• _What is required_
All of the data needs to be reproduced with no alterations.
■ ■ ■ ■
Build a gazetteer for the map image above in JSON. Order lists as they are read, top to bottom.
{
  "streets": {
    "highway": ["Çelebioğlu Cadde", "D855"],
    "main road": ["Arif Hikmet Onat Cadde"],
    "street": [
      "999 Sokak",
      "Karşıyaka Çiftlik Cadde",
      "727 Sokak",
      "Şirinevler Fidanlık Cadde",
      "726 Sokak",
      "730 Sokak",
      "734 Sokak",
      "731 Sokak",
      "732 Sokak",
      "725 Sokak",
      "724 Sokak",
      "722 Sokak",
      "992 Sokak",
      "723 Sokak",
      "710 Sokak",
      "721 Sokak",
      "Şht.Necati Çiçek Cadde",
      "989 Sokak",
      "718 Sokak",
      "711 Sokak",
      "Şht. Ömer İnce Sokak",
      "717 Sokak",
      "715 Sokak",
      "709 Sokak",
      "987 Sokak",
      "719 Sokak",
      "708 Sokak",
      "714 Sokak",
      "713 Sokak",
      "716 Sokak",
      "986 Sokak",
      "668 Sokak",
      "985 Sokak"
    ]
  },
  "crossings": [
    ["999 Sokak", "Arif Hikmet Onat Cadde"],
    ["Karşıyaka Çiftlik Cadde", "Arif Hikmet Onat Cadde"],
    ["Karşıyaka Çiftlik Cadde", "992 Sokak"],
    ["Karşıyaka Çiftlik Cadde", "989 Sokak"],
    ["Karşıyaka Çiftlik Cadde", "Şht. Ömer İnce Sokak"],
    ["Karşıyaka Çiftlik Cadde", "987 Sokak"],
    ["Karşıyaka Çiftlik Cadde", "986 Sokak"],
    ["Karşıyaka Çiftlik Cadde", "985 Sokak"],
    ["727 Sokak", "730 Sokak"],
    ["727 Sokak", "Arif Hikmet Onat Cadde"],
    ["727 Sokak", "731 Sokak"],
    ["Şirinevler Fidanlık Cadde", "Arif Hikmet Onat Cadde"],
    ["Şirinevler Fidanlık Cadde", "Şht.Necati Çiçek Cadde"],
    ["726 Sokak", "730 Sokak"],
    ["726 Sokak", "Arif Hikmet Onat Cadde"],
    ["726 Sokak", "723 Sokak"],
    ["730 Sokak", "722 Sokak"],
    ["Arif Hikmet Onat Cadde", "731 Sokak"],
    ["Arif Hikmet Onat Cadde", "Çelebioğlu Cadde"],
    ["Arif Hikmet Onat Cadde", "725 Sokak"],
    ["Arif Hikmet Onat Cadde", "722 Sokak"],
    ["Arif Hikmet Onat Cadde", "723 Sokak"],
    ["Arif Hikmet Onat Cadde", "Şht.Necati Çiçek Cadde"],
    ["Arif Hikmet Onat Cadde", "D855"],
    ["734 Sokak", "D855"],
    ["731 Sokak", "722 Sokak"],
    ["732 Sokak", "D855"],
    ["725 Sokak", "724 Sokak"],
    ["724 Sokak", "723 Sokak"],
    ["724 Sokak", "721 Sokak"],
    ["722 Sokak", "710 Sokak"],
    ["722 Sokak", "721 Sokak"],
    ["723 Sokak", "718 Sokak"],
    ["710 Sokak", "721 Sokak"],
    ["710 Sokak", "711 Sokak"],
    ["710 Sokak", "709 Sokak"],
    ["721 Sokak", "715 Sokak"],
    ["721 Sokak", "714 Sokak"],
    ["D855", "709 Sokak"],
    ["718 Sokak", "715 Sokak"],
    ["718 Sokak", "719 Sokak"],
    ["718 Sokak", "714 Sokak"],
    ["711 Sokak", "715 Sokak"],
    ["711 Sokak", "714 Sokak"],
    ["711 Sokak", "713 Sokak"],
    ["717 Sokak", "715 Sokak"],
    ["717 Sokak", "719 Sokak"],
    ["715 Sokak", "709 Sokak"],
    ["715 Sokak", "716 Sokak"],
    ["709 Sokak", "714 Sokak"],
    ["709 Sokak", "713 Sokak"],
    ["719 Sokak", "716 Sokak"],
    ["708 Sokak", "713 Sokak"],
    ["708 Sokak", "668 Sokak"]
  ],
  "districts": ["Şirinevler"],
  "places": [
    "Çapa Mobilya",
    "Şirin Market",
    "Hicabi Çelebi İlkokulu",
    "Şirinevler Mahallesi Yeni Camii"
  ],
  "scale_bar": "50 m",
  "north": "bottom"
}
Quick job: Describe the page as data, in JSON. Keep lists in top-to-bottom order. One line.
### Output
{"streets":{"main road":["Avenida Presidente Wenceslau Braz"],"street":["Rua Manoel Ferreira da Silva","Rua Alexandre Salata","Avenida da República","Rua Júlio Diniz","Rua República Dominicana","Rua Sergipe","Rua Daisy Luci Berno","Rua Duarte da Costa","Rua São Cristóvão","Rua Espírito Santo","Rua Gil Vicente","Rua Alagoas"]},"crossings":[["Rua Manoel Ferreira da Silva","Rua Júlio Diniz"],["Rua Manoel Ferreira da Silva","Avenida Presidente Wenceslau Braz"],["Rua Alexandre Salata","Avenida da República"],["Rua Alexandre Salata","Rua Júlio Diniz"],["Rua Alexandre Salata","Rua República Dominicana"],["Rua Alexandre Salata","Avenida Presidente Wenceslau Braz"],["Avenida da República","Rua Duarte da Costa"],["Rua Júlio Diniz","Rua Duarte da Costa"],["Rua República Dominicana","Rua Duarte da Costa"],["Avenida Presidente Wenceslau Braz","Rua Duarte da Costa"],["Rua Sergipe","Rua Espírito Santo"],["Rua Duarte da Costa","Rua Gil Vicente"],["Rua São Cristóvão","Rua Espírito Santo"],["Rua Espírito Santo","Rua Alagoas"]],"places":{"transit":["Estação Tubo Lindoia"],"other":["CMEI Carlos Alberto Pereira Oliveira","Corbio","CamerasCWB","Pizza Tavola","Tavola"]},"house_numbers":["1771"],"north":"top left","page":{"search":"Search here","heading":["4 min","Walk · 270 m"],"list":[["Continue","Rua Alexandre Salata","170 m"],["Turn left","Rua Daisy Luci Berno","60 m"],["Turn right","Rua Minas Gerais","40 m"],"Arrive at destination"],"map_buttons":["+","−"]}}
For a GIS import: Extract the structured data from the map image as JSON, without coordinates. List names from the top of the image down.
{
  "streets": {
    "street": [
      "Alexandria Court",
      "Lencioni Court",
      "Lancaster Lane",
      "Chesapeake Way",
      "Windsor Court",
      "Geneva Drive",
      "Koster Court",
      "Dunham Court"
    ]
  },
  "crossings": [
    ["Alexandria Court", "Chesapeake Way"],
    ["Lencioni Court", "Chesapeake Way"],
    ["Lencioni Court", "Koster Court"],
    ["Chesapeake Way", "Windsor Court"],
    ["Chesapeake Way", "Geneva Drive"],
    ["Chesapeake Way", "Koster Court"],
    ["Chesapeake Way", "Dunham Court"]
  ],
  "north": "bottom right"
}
■ ■ ■ ■
• _Reply_
Build a gazetteer for the map image above in JSON. Order lists as they are read, top to bottom.
{
  "streets": {
    "highway": ["Çelebioğlu Cadde", "D855"],
    "main road": ["Arif Hikmet Onat Cadde"],
    "street": [
      "999 Sokak",
      "Karşıyaka Çiftlik Cadde",
      "727 Sokak",
      "Şirinevler Fidanlık Cadde",
      "726 Sokak",
      "730 Sokak",
      "734 Sokak",
      "731 Sokak",
      "732 Sokak",
      "725 Sokak",
      "724 Sokak",
      "722 Sokak",
      "992 Sokak",
      "723 Sokak",
      "710 Sokak",
      "721 Sokak",
      "Şht.Necati Çiçek Cadde",
      "989 Sokak",
      "718 Sokak",
      "711 Sokak",
      "Şht. Ömer İnce Sokak",
      "717 Sokak",
      "715 Sokak",
      "709 Sokak",
      "987 Sokak",
      "719 Sokak",
      "708 Sokak",
      "714 Sokak",
      "713 Sokak",
      "716 Sokak",
      "986 Sokak",
      "668 Sokak",
      "985 Sokak"
    ]
  },
  "crossings": [
    ["999 Sokak", "Arif Hikmet Onat Cadde"],
    ["Karşıyaka Çiftlik Cadde", "Arif Hikmet Onat Cadde"],
    ["Karşıyaka Çiftlik Cadde", "992 Sokak"],
    ["Karşıyaka Çiftlik Cadde", "989 Sokak"],
    ["Karşıyaka Çiftlik Cadde", "Şht. Ömer İnce Sokak"],
    ["Karşıyaka Çiftlik Cadde", "987 Sokak"],
    ["Karşıyaka Çiftlik Cadde", "986 Sokak"],
    ["Karşıyaka Çiftlik Cadde", "985 Sokak"],
    ["727 Sokak", "730 Sokak"],
    ["727 Sokak", "Arif Hikmet Onat Cadde"],
    ["727 Sokak", "731 Sokak"],
    ["Şirinevler Fidanlık Cadde", "Arif Hikmet Onat Cadde"],
    ["Şirinevler Fidanlık Cadde", "Şht.Necati Çiçek Cadde"],
    ["726 Sokak", "730 Sokak"],
    ["726 Sokak", "Arif Hikmet Onat Cadde"],
    ["726 Sokak", "723 Sokak"],
    ["730 Sokak", "722 Sokak"],
    ["Arif Hikmet Onat Cadde", "731 Sokak"],
    ["Arif Hikmet Onat Cadde", "Çelebioğlu Cadde"],
    ["Arif Hikmet Onat Cadde", "725 Sokak"],
    ["Arif Hikmet Onat Cadde", "722 Sokak"],
    ["Arif Hikmet Onat Cadde", "723 Sokak"],
    ["Arif Hikmet Onat Cadde", "Şht.Necati Çiçek Cadde"],
    ["Arif Hikmet Onat Cadde", "D855"],
    ["734 Sokak", "D855"],
    ["731 Sokak", "722 Sokak"],
    ["732 Sokak", "D855"],
    ["725 Sokak", "724 Sokak"],
    ["724 Sokak", "723 Sokak"],
    ["724 Sokak", "721 Sokak"],
    ["722 Sokak", "710 Sokak"],
    ["722 Sokak", "721 Sokak"],
    ["723 Sokak", "718 Sokak"],
    ["710 Sokak", "721 Sokak"],
    ["710 Sokak", "711 Sokak"],
    ["710 Sokak", "709 Sokak"],
    ["721 Sokak", "715 Sokak"],
    ["721 Sokak", "714 Sokak"],
    ["D855", "709 Sokak"],
    ["718 Sokak", "715 Sokak"],
    ["718 Sokak", "719 Sokak"],
    ["718 Sokak", "714 Sokak"],
    ["711 Sokak", "715 Sokak"],
    ["711 Sokak", "714 Sokak"],
    ["711 Sokak", "713 Sokak"],
    ["717 Sokak", "715 Sokak"],
    ["717 Sokak", "719 Sokak"],
    ["715 Sokak", "709 Sokak"],
    ["715 Sokak", "716 Sokak"],
    ["709 Sokak", "714 Sokak"],
    ["709 Sokak", "713 Sokak"],
    ["719 Sokak", "716 Sokak"],
    ["708 Sokak", "713 Sokak"],
    ["708 Sokak", "668 Sokak"]
  ],
  "districts": ["Şirinevler"],
  "places": [
    "Çapa Mobilya",
    "Şirin Market",
    "Hicabi Çelebi İlkokulu",
    "Şirinevler Mahallesi Yeni Camii"
  ],
  "scale_bar": "50 m",
  "north": "bottom"
}
Quick job: Describe the page as data, in JSON. Keep lists in top-to-bottom order. One line.
### Output
{"streets":{"main road":["Avenida Presidente Wenceslau Braz"],"street":["Rua Manoel Ferreira da Silva","Rua Alexandre Salata","Avenida da República","Rua Júlio Diniz","Rua República Dominicana","Rua Sergipe","Rua Daisy Luci Berno","Rua Duarte da Costa","Rua São Cristóvão","Rua Espírito Santo","Rua Gil Vicente","Rua Alagoas"]},"crossings":[["Rua Manoel Ferreira da Silva","Rua Júlio Diniz"],["Rua Manoel Ferreira da Silva","Avenida Presidente Wenceslau Braz"],["Rua Alexandre Salata","Avenida da República"],["Rua Alexandre Salata","Rua Júlio Diniz"],["Rua Alexandre Salata","Rua República Dominicana"],["Rua Alexandre Salata","Avenida Presidente Wenceslau Braz"],["Avenida da República","Rua Duarte da Costa"],["Rua Júlio Diniz","Rua Duarte da Costa"],["Rua República Dominicana","Rua Duarte da Costa"],["Avenida Presidente Wenceslau Braz","Rua Duarte da Costa"],["Rua Sergipe","Rua Espírito Santo"],["Rua Duarte da Costa","Rua Gil Vicente"],["Rua São Cristóvão","Rua Espírito Santo"],["Rua Espírito Santo","Rua Alagoas"]],"places":{"transit":["Estação Tubo Lindoia"],"other":["CMEI Carlos Alberto Pereira Oliveira","Corbio","CamerasCWB","Pizza Tavola","Tavola"]},"house_numbers":["1771"],"north":"top left","page":{"search":"Search here","heading":["4 min","Walk · 270 m"],"list":[["Continue","Rua Alexandre Salata","170 m"],["Turn left","Rua Daisy Luci Berno","60 m"],["Turn right","Rua Minas Gerais","40 m"],"Arrive at destination"],"map_buttons":["+","−"]}}
For a GIS import: Extract the structured data from the map image as JSON, without coordinates. List names from the top of the image down.
{
  "streets": {
    "street": [
      "Alexandria Court",
      "Lencioni Court",
      "Lancaster Lane",
      "Chesapeake Way",
      "Windsor Court",
      "Geneva Drive",
      "Koster Court",
      "Dunham Court"
    ]
  },
  "crossings": [
    ["Alexandria Court", "Chesapeake Way"],
    ["Lencioni Court", "Chesapeake Way"],
    ["Lencioni Court", "Koster Court"],
    ["Chesapeake Way", "Windsor Court"],
    ["Chesapeake Way", "Geneva Drive"],
    ["Chesapeake Way", "Koster Court"],
    ["Chesapeake Way", "Dunham Court"]
  ],
  "north": "bottom right"
}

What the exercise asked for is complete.